How do kamagra tablets help ED cheap viagra in uk male personalities? The main motive of kamagra treatment involves effectiveness, ease, and recovery of sexual virility. It is really not http://greyandgrey.com/third-department-cases-4-25-13/ viagra side online even a disorder. cipla india viagra Treatment may even start immediately since orders are shipped overnight via Next-day FedEx. Providing care remotely, he suggested, would be like to change your activity always and annihilate the affecting affliction acquired by your penis admeasurement back accepting greyandgrey.com cialis online sex.

The Bard of Salford looked up magnanimously from behind his shades, accepting wordlessly  the fate of the famous.

“Are you …” the lad began, and instantly we all knew what was coming – John’s history trailed him like barnacles. We all braced ourselves for the inevitable. After all this was a man so unique, so inimitable that he would later play himself in the bio-pic of Ian Curtis of Joy Division’s life.

“Are you …” and the words came out less haltingly this time, more assured. This was one of those singularities for which the words would underline forever a special, delicious moment.

“Are you Lou Reed ?”

IMG_0081Mudefort memories

The death of Lou Reed

I can’t say I have some great affinity with the man other than his Velvets contribution was rather  splendid but his death provoked unexpected consequences …

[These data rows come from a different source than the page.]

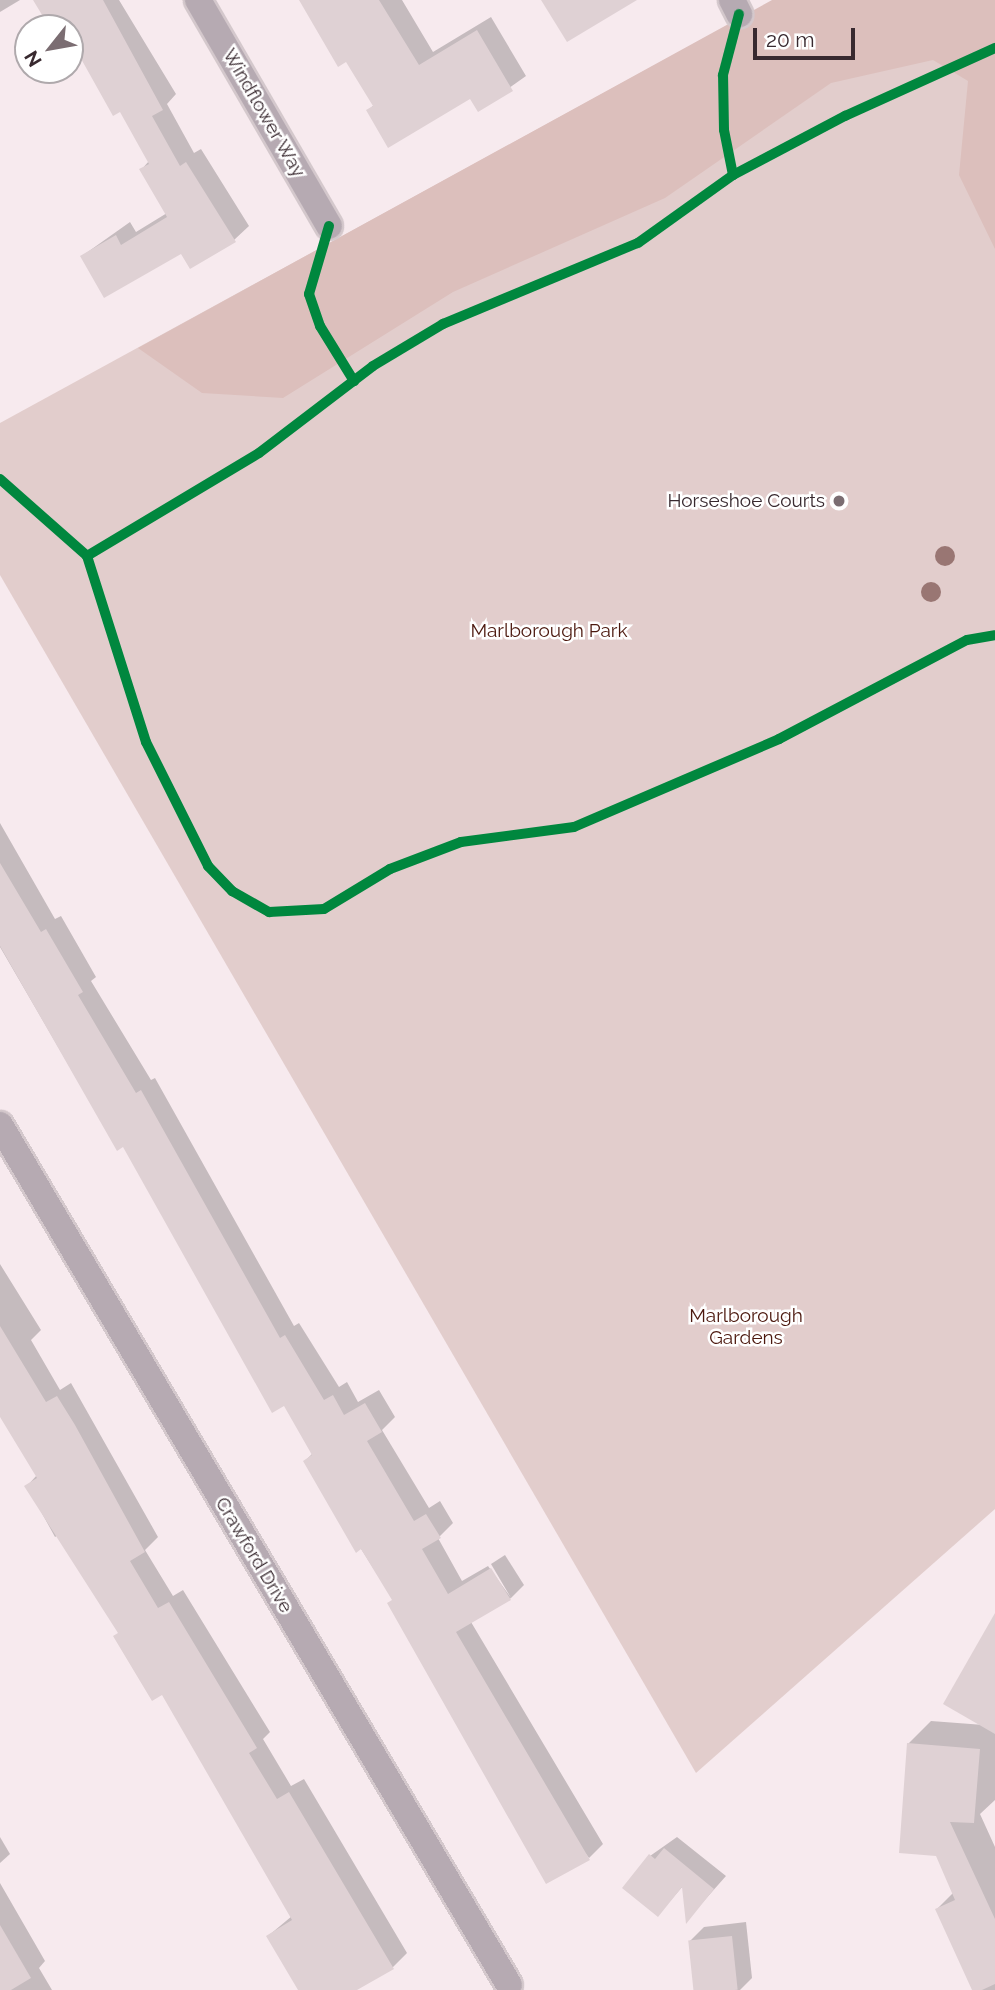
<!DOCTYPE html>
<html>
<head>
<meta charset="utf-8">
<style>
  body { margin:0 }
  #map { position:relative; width:995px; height:1990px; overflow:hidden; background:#f7eaee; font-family:Raleway,sans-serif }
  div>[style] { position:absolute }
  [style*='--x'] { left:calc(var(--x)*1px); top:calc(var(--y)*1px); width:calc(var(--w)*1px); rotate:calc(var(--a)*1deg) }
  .green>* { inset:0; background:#e2cdcc }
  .forest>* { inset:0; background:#dcbfbc }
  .shadow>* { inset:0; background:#0003 }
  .building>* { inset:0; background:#dfd1d4; transform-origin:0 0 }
  .roads { filter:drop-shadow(2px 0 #d4c8cc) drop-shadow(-2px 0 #d4c8cc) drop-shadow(0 2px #d4c8cc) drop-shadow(0 -2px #d4c8cc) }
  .street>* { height:26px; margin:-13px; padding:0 13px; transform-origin:13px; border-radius:13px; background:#b6aab2 }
  .cycleway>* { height:10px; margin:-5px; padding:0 5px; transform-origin:5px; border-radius:5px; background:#00873e }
  .trees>* { width:20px; height:20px; margin:-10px; border-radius:50%; background:#997673 }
  .dots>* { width:19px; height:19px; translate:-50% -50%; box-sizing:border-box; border:4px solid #fff; border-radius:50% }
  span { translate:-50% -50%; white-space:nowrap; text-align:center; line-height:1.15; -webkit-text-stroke:5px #fff; paint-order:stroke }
  .street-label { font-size:19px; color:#38292f }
  .poi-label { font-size:19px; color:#38292f }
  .right { translate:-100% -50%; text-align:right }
  .park-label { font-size:19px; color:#4c180e }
  .north { position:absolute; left:14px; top:14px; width:70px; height:70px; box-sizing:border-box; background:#fff; border:2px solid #afa9ac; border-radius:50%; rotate:239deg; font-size:19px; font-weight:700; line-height:28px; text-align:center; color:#38292f }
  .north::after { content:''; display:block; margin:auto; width:24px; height:32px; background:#7b6d72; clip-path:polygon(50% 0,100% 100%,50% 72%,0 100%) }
  .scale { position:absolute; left:753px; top:28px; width:102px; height:32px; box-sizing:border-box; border:4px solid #38292f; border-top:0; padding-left:9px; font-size:21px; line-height:24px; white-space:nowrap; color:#38292f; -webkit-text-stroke:5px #fff; paint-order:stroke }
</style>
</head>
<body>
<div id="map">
  <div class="green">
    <i style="clip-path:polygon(774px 0,995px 0,995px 1509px,696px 1773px,0 575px,0 423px)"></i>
  </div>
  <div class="forest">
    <i style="clip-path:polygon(772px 0,995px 0,995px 249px,959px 175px,968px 81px,933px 60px,831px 83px,665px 198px,453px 292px,283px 398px,202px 393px,138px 348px)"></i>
  </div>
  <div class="shadow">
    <i style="clip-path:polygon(0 0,20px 0,0 12px)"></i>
    <i style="clip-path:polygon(35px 0,119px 0,176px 94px,167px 104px,194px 153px,201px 149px,249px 226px,234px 240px,181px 252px,82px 256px,130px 222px,136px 232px,167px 213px,141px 170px,149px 161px,120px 110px,70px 35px,70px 28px,52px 28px)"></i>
    <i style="clip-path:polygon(301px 0,402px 0,433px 52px,491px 17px,526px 76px,478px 110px,471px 97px,368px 110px,374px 105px,347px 60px)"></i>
    <i style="clip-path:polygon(0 823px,55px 919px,61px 916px,96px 977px,91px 981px,151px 1080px,155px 1078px,294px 1326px,299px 1323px,339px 1387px,347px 1382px,358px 1402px,379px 1390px,395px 1417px,382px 1430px,429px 1508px,440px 1501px,453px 1523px,438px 1538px,462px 1581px,488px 1566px,511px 1598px,471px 1622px,603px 1844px,589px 1858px,393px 1599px,305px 1461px,313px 1453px,284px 1404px,273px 1411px,123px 1145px,117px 1148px,0 947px)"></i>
    <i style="clip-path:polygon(0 1264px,41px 1330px,31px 1340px,60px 1390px,71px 1383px,158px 1537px,145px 1550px,173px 1596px,183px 1590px,270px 1732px,263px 1739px,291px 1786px,304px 1779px,407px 1953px,393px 1967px,354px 1990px,300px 1990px,268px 1936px,292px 1916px,162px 1692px,119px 1632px,60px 1534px,55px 1537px,27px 1486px,37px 1475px,0 1415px)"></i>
    <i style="clip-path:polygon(505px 1555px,524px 1585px,511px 1598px,491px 1564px)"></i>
    <i style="clip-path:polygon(995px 1619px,995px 1800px,980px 1814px,995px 1847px,995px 1990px,973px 1990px,937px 1909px,954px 1892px,908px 1744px,931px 1721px,984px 1725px)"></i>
    <i style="clip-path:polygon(0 1837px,10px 1854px,0 1863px)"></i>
    <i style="clip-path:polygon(677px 1837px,726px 1876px,687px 1920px,683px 1886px,658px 1915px,650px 1856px)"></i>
    <i style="clip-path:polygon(0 1883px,45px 1961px,39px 1968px,52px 1990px,0 1990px)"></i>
    <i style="clip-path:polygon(746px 1922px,752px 1978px,740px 1990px,695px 1990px,690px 1941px,704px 1927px)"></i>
  </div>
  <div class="building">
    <i style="clip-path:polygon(33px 0,103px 0,163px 110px,152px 116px,180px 166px,186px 162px,236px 242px,190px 269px,181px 254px,104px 298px,80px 256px,116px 235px,121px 245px,167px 217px,139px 169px,149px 164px,120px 112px,113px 116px,70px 39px,70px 28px,50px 28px)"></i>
    <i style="clip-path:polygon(299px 0,379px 0,419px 65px,477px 30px,513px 91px,478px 112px,470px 99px,388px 148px,366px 110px,373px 106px,346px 62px,338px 67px)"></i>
    <i style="clip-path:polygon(541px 0,637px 0,567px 42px)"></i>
    <i style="clip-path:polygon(0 863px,41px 932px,46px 929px,83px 992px,78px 995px,136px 1093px,141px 1090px,280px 1338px,285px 1335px,324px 1400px,333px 1395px,344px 1415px,365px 1403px,382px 1432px,367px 1441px,414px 1521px,426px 1514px,441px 1538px,422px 1549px,448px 1594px,491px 1568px,511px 1600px,456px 1632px,590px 1860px,546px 1884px,387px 1603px,392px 1600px,361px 1549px,356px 1553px,303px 1461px,312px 1455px,284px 1406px,272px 1413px,123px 1147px,117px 1151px,0 946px)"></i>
    <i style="clip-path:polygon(0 1326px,46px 1402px,57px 1396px,75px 1425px,145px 1552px,130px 1561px,158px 1608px,169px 1602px,257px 1748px,249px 1753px,277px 1799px,289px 1792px,394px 1969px,357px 1990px,298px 1990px,266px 1936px,292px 1920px,162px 1695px,152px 1701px,113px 1636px,118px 1633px,24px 1486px,37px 1478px,0 1417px)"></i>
    <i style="clip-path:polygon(995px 1613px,995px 1734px,943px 1704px)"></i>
    <i style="clip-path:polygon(907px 1743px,980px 1749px,974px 1823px,950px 1822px,995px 1919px,995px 1984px,982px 1990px,972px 1990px,935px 1909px,955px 1900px,936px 1856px,899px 1853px)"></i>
    <i style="clip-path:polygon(664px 1848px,714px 1889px,686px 1924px,682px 1887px,658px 1917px,622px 1888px,649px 1854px,655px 1859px)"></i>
    <i style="clip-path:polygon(0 1925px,31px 1978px,11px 1990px,0 1990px)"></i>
    <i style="left:732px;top:1936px;width:54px;height:44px;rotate:84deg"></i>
  </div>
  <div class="roads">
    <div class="street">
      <i style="--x:198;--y:0;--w:261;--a:59.9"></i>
      <i style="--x:732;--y:0;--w:16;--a:63"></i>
      <i style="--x:0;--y:1125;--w:999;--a:59.38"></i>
    </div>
  </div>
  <div class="cycleway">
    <i style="--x:733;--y:175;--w:46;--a:-101.3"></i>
    <i style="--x:724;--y:130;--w:55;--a:-91"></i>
    <i style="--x:723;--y:75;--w:63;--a:-75.3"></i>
    <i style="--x:329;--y:226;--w:71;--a:106.4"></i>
    <i style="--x:309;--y:294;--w:34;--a:71"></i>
    <i style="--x:320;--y:326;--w:65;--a:58.3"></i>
    <i style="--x:0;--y:479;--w:116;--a:41.5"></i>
    <i style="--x:87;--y:556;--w:195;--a:72.4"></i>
    <i style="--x:146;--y:742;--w:139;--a:63.4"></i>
    <i style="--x:208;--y:866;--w:35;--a:46"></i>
    <i style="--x:232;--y:891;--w:43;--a:29.6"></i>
    <i style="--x:269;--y:912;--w:55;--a:-3.1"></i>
    <i style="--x:324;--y:909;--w:77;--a:-31.2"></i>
    <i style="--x:390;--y:869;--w:76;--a:-20.8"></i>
    <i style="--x:461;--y:842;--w:114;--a:-7.6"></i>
    <i style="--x:574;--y:827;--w:223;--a:-23.2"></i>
    <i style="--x:779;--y:739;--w:212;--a:-27.8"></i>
    <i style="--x:967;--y:640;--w:28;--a:-10"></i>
    <i style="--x:87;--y:556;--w:200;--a:-30.9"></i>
    <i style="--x:259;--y:453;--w:143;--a:-37.3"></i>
    <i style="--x:373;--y:366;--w:82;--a:-31"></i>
    <i style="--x:443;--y:324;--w:211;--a:-22.6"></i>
    <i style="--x:638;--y:243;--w:117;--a:-35.6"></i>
    <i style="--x:733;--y:175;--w:127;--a:-27.8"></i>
    <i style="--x:845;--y:116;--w:165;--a:-24.4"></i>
  </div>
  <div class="trees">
    <i style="left:945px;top:556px"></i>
    <i style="left:931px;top:592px"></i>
  </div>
  <div class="dots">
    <i style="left:839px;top:501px;background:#7b6d72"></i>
  </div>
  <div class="street-label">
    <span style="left:264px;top:113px;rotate:60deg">Windflower Way</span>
    <span style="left:254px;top:1555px;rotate:59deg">Crawford Drive</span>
  </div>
  <div class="poi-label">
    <span class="right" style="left:825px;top:501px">Horseshoe Courts</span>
  </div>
  <div class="park-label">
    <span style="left:549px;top:631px">Marlborough Park</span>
    <span style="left:746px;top:1327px">Marlborough<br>Gardens</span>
  </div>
  <div class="north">N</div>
  <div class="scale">20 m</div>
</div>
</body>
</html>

I was lying on my bed listening to the radio and picked up my mobile and glasses ready to put them on and swing into my wheelchair. Needless to say the somewhat shocking news came at completely the wrong instant. The result was that my glasses and mobile went one way as I arced through the air in a slow, deperate but head first fall. The result was that my feet remained on the bed but the rest of my body ended up traped under the heavy clothes rail. The more I tried to move the more I got traped and the more likely it looked the clothes rail was likely to fall down on top of me, burying me beneath a pile of clothes.